-- Exercise requirements --
Given the listing that follows, report all lines in which the string "rule" occurs.

-- Given information --
=== Section Start ===

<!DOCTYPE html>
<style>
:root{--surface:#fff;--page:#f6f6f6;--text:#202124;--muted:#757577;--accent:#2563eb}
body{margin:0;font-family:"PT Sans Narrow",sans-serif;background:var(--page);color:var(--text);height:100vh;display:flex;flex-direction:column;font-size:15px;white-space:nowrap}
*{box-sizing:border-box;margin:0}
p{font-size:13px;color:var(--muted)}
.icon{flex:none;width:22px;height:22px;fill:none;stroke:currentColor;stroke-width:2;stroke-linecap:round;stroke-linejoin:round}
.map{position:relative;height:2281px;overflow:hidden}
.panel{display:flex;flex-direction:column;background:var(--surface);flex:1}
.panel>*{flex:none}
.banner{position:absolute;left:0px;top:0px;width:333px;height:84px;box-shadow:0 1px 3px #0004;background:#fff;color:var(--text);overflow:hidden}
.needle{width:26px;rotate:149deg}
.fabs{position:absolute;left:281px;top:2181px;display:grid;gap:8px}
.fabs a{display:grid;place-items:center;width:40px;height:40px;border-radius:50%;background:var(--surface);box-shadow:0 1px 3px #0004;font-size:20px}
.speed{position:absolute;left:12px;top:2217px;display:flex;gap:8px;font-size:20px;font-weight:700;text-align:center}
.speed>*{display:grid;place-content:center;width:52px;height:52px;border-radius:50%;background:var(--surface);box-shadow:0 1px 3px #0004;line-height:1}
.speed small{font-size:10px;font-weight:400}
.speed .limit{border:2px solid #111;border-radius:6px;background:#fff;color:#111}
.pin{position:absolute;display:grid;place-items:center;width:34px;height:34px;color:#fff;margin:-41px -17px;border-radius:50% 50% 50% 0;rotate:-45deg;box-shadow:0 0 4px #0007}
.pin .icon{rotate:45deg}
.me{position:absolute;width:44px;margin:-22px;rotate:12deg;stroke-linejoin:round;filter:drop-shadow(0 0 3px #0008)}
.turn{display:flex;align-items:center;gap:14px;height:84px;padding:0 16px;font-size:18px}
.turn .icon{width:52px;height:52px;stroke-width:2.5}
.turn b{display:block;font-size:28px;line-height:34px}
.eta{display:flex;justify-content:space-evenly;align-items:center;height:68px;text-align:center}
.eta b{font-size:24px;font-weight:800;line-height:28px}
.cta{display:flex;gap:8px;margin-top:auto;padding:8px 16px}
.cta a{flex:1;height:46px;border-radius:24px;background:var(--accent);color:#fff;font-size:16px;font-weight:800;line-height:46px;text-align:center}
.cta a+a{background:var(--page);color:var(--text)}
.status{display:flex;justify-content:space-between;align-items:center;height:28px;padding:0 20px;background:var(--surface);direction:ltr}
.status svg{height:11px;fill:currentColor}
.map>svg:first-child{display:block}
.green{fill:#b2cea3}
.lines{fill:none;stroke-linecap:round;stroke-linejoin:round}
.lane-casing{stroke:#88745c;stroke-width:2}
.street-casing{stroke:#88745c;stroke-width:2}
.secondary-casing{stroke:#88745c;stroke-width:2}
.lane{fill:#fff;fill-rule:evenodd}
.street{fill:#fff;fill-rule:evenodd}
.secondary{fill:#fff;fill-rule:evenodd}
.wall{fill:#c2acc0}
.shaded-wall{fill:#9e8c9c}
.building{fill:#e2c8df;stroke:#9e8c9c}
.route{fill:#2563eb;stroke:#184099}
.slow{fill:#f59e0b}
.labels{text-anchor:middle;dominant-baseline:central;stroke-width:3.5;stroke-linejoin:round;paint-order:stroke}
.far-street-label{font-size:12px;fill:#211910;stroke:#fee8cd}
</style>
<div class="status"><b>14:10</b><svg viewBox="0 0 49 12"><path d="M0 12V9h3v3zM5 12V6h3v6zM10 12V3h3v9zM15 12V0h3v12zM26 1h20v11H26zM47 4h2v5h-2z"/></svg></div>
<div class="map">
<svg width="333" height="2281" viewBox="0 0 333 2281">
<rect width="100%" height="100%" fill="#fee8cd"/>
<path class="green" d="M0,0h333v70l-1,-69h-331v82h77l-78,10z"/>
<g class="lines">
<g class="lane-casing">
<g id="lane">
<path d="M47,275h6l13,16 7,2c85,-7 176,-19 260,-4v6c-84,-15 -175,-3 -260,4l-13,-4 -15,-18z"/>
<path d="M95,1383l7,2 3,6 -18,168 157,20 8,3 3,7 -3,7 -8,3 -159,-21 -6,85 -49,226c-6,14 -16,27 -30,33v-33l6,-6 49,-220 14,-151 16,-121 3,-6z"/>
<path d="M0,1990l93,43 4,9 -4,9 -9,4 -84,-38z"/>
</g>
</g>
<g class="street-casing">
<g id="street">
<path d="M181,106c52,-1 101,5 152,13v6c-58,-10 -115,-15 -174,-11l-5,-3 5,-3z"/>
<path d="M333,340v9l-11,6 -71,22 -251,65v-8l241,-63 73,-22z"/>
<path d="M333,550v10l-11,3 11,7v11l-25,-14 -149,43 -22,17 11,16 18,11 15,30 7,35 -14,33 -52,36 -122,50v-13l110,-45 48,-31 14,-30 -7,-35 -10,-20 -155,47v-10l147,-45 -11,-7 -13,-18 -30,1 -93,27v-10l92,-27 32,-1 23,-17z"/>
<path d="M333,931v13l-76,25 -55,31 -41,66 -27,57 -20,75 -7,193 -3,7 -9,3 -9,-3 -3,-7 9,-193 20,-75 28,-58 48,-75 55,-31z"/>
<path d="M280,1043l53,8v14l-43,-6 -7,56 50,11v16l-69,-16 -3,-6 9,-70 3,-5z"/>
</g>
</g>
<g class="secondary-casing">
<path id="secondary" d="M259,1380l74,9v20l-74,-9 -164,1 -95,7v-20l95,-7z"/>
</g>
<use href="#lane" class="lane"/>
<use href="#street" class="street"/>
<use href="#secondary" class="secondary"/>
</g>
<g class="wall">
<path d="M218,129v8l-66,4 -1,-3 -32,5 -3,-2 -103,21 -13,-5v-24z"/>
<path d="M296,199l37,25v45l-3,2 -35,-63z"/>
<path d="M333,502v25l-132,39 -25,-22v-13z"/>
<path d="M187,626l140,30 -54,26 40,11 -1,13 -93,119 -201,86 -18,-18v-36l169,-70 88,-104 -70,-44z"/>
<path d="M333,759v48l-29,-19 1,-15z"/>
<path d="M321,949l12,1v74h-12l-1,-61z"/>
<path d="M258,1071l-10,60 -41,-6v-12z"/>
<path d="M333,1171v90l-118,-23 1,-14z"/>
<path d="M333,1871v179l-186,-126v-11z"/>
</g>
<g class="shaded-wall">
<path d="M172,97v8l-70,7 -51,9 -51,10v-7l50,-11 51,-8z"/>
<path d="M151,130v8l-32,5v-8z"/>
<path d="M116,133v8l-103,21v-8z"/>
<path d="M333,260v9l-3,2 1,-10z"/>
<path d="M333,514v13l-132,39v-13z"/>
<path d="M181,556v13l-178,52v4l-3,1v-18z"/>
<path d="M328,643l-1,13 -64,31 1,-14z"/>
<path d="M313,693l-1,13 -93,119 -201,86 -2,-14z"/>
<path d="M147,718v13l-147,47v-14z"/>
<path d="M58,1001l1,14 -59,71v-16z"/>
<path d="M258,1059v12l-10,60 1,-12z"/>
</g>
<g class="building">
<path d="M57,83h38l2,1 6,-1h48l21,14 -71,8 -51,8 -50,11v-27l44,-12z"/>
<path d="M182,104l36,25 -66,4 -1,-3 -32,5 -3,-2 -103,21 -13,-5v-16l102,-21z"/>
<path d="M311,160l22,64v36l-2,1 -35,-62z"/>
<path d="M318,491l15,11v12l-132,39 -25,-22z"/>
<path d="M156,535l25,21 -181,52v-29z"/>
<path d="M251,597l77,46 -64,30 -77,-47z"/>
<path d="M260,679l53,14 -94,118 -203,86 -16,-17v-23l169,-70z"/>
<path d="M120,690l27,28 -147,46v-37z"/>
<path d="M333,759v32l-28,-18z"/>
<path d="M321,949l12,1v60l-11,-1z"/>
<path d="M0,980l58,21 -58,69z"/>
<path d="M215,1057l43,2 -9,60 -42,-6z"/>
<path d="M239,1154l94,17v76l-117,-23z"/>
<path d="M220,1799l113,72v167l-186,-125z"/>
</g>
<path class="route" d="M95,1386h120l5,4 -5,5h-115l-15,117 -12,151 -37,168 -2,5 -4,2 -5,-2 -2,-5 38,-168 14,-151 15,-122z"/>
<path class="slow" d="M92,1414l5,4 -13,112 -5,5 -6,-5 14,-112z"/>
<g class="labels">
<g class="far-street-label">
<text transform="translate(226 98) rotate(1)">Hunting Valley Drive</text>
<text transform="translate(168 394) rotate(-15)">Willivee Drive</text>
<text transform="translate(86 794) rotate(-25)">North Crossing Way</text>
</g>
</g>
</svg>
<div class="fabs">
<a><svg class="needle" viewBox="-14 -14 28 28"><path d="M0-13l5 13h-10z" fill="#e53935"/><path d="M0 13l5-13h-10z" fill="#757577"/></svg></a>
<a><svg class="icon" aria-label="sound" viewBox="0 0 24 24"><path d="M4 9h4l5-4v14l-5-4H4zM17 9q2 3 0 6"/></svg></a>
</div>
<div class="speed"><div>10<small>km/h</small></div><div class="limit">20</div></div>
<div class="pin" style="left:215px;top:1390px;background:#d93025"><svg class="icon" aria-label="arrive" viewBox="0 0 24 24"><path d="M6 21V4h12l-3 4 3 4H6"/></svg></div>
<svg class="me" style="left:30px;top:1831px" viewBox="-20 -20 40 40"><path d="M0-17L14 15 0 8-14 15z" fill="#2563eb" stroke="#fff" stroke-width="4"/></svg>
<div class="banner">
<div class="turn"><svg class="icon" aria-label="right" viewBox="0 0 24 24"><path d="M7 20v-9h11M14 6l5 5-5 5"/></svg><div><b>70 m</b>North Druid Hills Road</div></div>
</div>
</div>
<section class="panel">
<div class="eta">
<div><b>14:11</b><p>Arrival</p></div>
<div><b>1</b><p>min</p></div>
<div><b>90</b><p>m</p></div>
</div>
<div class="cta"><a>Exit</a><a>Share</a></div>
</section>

=== Section End ===

-- Written answer --
.lane{fill:#fff;fill-rule:evenodd}
.street{fill:#fff;fill-rule:evenodd}
.secondary{fill:#fff;fill-rule:evenodd}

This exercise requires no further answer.